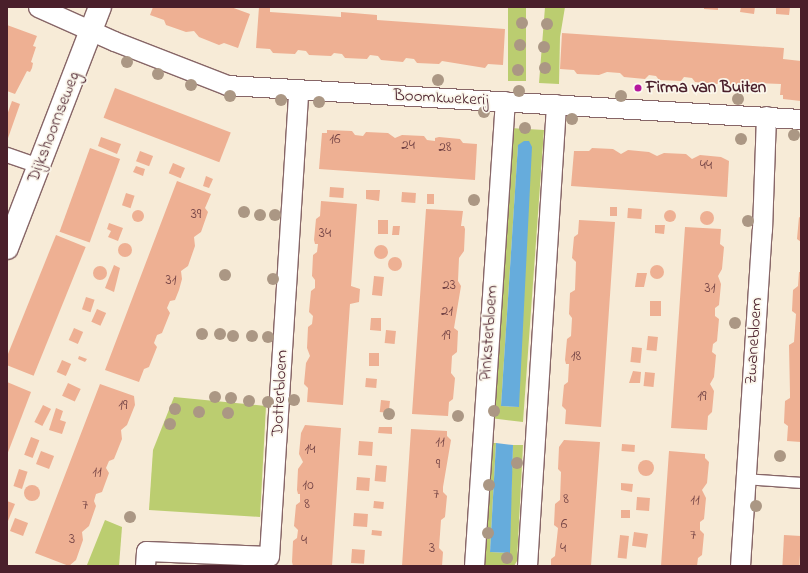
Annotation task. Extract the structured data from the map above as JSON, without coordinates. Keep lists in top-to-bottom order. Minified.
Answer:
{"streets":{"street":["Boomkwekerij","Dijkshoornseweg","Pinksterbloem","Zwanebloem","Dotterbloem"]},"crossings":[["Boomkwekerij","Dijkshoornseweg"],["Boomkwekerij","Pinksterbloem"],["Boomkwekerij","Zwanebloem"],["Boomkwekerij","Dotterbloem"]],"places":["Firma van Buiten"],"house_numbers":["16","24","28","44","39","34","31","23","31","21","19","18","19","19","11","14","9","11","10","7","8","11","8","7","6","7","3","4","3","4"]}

**PROMPT:**
Excluding the images, copy all of the material above verbatim.

**TASK SOLUTION:**
Annotation task. Extract the structured data from the map above as JSON, without coordinates. Keep lists in top-to-bottom order. Minified.
Answer:
{"streets":{"street":["Boomkwekerij","Dijkshoornseweg","Pinksterbloem","Zwanebloem","Dotterbloem"]},"crossings":[["Boomkwekerij","Dijkshoornseweg"],["Boomkwekerij","Pinksterbloem"],["Boomkwekerij","Zwanebloem"],["Boomkwekerij","Dotterbloem"]],"places":["Firma van Buiten"],"house_numbers":["16","24","28","44","39","34","31","23","31","21","19","18","19","19","11","14","9","11","10","7","8","11","8","7","6","7","3","4","3","4"]}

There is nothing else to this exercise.